Factors associated with increased felt stigma among individuals with epilepsy

Highlights

• Certain traits characterize PWE who have higher levels of felt stigma.

• Single individuals are more likely to have increased felt stigma.

• Higher levels of felt stigma are associated with poor quality of life.

• Increased felt stigma is seen among individuals with poorer health literacy.

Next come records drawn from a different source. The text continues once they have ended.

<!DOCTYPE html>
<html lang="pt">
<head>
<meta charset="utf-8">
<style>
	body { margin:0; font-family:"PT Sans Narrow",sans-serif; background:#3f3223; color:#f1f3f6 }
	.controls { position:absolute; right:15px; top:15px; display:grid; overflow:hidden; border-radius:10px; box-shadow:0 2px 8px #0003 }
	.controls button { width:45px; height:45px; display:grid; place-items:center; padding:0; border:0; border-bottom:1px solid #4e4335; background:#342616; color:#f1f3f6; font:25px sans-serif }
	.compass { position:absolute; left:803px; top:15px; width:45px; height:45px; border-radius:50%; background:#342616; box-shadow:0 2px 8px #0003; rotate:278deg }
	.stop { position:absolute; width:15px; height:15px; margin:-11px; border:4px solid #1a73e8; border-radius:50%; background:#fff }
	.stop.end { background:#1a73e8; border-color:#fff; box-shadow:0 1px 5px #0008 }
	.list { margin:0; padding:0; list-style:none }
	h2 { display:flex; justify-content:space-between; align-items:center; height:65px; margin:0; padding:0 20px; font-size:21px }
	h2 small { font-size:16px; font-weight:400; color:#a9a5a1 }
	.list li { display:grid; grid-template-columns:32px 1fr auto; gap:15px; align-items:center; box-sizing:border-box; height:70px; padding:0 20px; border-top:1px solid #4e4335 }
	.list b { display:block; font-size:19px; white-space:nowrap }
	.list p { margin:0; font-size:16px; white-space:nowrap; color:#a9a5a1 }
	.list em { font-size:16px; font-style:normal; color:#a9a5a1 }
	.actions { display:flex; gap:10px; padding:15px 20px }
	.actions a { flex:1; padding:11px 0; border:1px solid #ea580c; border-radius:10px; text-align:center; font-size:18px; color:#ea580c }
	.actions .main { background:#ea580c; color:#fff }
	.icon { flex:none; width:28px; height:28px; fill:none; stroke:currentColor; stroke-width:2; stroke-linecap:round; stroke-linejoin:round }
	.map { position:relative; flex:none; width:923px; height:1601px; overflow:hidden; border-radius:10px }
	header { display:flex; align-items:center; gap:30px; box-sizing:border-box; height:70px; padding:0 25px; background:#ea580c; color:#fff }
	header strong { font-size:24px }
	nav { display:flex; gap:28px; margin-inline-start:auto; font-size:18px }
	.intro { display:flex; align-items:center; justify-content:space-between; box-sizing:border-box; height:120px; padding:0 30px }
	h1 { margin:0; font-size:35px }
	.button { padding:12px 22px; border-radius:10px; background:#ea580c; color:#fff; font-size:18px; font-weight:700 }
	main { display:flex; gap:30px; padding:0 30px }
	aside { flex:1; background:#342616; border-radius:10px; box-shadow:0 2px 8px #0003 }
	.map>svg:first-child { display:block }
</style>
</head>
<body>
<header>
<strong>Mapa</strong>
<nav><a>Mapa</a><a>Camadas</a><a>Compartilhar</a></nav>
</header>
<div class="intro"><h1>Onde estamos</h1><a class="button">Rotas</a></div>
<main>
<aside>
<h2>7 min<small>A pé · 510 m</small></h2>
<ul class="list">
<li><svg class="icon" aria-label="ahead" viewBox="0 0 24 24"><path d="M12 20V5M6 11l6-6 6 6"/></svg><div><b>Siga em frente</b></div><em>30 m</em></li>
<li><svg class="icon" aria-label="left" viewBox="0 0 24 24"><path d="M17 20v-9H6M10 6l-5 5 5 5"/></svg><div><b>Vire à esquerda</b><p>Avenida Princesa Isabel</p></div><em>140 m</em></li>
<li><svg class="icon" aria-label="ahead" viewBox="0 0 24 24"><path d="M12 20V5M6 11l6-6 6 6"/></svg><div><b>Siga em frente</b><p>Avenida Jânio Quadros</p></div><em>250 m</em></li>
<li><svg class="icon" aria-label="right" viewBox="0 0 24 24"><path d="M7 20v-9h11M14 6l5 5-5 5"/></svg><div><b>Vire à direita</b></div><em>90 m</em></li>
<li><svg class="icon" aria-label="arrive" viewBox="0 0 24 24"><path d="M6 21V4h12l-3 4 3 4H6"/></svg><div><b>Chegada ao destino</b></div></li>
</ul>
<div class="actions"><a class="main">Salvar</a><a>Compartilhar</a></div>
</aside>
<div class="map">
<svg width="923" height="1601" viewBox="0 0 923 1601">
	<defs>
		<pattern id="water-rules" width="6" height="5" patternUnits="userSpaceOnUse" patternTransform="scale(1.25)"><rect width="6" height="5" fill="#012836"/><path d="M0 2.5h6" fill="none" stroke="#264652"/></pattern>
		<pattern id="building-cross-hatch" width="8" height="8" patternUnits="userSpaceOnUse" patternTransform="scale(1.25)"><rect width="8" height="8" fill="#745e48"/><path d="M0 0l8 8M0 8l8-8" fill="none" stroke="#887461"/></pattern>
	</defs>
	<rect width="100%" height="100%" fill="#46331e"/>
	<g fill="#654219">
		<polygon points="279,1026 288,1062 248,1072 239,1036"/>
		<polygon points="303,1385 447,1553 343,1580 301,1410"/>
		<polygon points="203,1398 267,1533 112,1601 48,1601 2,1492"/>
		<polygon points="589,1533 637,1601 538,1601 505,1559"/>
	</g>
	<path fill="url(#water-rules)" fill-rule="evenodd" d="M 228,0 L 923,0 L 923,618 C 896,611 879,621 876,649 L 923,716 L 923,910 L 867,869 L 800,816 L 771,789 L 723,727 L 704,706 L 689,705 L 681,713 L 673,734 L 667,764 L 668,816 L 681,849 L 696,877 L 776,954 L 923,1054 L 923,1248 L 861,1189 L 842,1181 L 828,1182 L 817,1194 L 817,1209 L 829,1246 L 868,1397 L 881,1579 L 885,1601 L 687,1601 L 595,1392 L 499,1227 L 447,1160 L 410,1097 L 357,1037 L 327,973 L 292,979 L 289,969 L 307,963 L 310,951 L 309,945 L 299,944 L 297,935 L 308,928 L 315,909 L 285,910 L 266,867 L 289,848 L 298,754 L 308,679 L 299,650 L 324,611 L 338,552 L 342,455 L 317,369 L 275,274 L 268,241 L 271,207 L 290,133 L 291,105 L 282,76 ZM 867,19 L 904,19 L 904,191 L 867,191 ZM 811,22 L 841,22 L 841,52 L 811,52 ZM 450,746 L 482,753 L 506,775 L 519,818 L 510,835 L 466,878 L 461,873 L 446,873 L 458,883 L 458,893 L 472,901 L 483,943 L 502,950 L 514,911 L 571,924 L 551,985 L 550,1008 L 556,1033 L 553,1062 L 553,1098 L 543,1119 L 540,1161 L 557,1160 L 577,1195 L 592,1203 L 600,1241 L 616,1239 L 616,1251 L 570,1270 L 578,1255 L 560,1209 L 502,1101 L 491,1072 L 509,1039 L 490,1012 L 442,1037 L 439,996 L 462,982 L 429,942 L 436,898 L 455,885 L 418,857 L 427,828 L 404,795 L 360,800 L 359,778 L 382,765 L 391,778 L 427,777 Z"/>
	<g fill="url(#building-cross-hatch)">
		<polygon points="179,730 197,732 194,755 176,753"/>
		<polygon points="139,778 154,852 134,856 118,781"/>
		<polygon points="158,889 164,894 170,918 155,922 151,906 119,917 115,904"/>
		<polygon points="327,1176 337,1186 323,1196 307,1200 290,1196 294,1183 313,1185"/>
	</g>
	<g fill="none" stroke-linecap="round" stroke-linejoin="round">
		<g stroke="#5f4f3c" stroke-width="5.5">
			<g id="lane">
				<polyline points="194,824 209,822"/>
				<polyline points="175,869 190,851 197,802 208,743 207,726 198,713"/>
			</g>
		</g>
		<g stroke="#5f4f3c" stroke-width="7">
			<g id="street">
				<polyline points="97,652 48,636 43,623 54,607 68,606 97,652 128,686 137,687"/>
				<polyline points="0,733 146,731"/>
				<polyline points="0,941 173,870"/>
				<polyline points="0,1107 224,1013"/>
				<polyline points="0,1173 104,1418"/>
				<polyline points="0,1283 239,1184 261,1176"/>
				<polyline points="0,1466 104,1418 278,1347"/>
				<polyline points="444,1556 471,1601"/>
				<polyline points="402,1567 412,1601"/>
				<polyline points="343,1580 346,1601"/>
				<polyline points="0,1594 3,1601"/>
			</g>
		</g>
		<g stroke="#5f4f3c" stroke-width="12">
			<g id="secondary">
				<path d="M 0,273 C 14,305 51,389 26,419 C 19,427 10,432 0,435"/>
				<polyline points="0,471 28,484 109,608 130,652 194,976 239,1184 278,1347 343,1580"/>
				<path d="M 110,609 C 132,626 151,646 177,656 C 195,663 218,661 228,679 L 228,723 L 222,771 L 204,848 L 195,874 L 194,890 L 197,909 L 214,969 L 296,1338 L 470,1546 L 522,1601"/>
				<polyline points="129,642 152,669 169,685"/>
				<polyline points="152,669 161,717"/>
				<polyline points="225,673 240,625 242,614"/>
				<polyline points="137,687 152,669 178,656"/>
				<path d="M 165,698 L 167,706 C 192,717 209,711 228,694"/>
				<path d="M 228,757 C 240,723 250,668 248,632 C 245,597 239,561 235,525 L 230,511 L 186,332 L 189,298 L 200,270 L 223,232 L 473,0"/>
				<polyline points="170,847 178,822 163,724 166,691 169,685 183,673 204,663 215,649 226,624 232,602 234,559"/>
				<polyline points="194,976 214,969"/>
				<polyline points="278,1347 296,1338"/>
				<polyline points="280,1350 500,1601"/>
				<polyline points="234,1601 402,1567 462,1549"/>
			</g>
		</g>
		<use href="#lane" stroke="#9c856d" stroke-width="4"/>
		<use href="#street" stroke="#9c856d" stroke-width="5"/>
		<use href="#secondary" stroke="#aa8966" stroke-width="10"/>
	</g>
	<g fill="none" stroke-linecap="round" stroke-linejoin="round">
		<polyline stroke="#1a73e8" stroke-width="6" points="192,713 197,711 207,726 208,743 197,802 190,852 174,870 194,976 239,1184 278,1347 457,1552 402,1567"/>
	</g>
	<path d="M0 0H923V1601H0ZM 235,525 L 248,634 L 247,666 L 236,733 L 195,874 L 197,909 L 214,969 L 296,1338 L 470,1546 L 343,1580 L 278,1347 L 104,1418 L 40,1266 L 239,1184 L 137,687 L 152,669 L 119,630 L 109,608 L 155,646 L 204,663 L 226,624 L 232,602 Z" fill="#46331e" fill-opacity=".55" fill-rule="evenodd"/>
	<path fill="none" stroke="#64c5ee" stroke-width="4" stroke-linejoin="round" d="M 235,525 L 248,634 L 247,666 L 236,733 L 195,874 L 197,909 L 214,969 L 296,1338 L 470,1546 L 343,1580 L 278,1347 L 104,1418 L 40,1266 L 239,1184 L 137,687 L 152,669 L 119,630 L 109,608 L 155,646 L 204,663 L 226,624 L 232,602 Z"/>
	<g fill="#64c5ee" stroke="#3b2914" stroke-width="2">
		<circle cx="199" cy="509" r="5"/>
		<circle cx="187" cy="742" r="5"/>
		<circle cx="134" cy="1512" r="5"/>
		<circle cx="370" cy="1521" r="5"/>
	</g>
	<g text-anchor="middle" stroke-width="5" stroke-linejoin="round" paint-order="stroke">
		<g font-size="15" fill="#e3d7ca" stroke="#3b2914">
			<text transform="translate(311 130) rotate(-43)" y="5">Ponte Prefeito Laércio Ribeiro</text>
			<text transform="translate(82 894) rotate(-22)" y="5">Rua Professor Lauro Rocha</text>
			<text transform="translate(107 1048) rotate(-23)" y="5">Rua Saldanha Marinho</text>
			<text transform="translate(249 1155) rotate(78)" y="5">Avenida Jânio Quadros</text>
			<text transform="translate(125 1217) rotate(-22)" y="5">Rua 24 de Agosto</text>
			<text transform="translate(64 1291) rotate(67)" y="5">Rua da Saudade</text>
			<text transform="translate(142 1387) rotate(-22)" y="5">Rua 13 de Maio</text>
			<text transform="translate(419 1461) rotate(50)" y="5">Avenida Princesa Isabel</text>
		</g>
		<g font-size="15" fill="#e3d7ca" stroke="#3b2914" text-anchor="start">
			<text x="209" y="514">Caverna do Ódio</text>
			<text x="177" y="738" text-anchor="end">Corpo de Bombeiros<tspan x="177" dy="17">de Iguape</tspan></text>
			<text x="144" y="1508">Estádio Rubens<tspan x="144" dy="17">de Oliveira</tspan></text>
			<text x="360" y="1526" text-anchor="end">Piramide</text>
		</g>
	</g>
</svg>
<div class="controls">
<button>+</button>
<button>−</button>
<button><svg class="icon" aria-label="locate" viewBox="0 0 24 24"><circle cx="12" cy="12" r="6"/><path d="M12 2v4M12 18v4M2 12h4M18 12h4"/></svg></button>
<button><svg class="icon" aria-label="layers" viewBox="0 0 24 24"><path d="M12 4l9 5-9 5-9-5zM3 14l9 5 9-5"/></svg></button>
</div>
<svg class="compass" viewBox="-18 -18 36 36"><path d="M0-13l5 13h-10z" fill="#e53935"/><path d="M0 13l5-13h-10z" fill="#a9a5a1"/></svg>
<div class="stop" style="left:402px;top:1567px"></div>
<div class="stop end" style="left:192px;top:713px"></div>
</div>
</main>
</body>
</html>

• PWE with higher stigma utilize behavioral disengagement as a coping technique.

Abstract

Purpose

The aim of the study is to determine whether certain demographic, clinical, and psychosocial traits are associated with higher levels of felt stigma among persons with epilepsy (PWE) patients followed at a level 4 epilepsy center.

Methods

We performed a direct survey of 182 consenting patients that included the Epilepsy Stigma Scale.

Results

On univariate analysis, higher levels of perceived stigma were associated with age, marital status, race, driving, work status, seizure etiology, Quality of Life in Epilepsy-10 (QOLIE-10) scores, and health literacy. Among coping reactions, the use of denial, behavioral disengagement and venting were also associated with higher degrees of felt stigma.

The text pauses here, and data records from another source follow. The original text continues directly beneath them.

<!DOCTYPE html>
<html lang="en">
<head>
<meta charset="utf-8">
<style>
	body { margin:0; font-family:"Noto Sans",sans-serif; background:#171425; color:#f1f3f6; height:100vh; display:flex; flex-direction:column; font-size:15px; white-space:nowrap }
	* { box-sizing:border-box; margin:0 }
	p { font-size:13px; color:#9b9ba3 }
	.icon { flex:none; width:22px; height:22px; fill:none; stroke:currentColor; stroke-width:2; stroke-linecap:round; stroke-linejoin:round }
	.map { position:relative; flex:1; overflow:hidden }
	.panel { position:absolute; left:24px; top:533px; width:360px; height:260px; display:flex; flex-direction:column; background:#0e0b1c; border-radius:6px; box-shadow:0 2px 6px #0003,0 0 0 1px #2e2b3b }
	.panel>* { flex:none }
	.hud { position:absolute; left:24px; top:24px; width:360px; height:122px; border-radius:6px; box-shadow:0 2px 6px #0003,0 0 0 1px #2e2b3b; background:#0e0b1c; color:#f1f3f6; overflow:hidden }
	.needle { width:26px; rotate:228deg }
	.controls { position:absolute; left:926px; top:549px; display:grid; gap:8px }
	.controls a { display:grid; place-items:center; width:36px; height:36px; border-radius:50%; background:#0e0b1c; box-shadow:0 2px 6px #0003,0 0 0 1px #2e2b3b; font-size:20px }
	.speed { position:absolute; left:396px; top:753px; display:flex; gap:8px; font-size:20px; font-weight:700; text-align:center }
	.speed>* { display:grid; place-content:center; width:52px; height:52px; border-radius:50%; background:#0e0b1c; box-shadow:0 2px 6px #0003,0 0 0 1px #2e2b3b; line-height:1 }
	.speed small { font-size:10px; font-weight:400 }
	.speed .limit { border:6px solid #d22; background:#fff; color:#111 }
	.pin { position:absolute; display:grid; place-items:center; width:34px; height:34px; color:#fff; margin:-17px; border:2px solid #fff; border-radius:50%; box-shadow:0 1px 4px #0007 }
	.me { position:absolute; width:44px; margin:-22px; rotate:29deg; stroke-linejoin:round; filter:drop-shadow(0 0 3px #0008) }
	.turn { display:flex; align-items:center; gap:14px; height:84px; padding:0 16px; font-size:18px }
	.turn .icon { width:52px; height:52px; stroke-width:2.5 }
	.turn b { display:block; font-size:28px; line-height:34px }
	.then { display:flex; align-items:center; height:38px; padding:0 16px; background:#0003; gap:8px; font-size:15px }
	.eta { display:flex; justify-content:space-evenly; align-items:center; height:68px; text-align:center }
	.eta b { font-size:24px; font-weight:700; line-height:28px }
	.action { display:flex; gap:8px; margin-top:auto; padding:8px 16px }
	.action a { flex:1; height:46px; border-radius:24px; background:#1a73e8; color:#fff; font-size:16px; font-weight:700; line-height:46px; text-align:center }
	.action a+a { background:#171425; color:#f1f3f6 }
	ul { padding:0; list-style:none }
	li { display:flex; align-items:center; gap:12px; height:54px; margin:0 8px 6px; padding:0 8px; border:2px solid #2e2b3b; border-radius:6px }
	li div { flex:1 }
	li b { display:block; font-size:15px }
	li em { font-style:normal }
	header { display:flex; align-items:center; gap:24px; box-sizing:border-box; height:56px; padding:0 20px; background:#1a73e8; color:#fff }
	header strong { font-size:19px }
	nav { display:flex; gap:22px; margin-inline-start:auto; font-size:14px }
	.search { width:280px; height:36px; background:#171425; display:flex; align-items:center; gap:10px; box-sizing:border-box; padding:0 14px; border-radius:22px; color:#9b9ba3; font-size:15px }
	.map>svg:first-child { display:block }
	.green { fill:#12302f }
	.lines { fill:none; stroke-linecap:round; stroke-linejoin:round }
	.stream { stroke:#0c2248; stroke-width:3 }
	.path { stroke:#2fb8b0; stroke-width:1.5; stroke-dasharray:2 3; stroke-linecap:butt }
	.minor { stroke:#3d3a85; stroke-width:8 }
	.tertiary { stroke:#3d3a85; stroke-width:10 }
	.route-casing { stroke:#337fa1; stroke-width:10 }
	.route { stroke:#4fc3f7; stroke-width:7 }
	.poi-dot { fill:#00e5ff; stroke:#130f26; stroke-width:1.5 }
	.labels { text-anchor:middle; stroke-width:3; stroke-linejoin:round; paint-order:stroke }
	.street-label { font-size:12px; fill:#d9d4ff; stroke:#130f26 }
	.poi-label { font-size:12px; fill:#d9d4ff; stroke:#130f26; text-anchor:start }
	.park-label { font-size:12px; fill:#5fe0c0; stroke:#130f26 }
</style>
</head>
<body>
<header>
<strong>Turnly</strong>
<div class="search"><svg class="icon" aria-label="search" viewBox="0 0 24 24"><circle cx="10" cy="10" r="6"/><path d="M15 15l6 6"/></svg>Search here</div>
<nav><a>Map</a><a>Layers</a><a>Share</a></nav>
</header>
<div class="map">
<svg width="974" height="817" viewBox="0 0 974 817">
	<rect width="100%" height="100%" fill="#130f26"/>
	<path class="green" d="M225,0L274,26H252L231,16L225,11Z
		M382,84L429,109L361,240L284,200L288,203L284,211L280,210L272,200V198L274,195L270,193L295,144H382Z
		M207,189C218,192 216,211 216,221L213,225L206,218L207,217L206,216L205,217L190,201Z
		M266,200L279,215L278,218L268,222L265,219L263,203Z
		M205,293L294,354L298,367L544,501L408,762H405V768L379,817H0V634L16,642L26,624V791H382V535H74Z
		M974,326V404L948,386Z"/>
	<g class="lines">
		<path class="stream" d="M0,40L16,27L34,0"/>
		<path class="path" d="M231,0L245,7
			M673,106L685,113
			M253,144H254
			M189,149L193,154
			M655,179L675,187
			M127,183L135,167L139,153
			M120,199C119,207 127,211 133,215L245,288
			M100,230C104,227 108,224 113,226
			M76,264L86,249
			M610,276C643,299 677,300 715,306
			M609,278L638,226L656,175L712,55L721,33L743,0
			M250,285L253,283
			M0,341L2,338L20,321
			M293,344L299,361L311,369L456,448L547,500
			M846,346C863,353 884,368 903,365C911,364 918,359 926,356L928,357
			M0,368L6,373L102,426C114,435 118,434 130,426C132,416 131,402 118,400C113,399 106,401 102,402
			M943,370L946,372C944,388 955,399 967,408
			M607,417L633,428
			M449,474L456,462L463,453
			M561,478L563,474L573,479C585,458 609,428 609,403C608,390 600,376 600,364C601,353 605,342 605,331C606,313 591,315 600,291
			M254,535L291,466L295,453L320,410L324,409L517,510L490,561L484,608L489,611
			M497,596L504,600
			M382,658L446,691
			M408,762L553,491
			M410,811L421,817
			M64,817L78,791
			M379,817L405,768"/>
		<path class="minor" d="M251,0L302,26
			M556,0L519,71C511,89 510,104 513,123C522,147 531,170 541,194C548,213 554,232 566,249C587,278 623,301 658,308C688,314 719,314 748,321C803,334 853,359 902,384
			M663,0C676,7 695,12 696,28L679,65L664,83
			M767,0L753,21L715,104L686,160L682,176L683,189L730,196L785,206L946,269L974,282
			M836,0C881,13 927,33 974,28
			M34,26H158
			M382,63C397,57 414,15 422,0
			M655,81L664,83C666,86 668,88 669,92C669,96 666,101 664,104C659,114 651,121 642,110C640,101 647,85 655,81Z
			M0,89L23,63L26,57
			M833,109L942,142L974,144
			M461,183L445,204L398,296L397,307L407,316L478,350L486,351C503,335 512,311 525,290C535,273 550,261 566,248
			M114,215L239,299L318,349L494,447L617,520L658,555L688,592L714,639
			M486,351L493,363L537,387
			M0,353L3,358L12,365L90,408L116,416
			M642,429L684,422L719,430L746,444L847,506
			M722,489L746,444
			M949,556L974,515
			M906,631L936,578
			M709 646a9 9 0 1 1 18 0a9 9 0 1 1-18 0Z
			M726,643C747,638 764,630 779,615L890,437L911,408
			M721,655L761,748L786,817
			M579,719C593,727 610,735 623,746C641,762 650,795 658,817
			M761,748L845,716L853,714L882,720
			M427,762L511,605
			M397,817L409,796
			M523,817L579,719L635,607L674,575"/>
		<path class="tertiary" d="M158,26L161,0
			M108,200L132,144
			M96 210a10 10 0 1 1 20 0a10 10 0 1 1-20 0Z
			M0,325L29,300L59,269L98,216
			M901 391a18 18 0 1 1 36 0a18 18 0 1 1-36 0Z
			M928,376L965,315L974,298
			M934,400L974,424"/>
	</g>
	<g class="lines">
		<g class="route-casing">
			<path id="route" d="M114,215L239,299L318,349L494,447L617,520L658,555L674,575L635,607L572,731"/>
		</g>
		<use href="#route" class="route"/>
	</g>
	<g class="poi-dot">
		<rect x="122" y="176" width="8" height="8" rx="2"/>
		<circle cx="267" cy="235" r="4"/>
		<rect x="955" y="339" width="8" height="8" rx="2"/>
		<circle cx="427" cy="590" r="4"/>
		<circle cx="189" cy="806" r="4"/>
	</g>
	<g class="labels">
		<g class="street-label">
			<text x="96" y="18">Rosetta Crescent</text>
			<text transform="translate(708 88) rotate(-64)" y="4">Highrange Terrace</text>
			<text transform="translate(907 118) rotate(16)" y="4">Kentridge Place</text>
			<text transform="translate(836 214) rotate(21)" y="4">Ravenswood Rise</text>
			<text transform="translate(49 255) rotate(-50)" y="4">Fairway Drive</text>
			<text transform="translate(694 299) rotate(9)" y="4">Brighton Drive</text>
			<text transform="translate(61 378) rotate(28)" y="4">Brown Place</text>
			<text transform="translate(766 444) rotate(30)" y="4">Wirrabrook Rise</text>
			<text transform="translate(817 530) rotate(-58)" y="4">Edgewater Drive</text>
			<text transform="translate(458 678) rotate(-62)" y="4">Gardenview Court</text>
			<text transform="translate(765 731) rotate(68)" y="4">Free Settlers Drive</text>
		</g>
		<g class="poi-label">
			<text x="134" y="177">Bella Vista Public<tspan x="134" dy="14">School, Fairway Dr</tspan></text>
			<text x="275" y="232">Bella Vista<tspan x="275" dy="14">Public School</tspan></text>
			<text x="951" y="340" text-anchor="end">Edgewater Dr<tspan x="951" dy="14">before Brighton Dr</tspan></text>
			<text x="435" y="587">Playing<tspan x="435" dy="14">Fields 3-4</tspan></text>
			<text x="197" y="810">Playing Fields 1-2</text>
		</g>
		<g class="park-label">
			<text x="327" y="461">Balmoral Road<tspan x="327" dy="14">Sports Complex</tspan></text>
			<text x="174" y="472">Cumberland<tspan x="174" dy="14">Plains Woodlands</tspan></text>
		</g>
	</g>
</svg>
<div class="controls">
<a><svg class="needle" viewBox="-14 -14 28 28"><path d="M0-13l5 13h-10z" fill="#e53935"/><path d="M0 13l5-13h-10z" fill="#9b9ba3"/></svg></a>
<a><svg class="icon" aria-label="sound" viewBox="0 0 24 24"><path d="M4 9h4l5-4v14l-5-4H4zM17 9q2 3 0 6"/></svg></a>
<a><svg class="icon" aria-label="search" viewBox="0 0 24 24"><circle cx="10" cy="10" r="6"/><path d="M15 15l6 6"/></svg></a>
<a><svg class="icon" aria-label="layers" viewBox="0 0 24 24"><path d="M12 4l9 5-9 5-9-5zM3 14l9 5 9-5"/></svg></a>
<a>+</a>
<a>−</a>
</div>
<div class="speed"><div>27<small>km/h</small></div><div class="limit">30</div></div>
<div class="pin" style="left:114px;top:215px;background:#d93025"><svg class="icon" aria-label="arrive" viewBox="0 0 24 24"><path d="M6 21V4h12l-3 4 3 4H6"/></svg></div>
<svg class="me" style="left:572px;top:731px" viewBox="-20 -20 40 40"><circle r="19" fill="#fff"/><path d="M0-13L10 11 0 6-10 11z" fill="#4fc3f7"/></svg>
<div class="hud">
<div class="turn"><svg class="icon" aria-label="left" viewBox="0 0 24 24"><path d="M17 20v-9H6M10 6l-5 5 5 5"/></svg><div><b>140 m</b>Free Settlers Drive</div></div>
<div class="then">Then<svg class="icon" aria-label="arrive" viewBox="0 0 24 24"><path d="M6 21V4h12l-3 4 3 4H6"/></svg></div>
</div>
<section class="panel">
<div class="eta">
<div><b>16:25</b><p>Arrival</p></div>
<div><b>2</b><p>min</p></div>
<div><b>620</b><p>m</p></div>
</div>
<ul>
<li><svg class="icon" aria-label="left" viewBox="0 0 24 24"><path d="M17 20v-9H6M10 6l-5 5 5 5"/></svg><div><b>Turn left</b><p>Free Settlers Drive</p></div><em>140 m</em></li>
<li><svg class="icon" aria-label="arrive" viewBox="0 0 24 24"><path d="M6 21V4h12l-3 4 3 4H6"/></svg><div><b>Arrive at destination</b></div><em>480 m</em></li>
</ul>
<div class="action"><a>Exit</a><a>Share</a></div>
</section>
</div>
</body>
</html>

Using multiple linear regression, being single, poorer QOLIE-10 scores, difficulties understanding written information, and the use of behavioral disengagement were independently associated with poorer scores on the Epilepsy Stigma Scale.

Conclusion

Our study paints a compelling profile of a PWE who has greater perceived stigma. Programs that increase the level of social support, improve health literacy, and enhance quality of life may also help decrease the amount of felt stigma among PWE.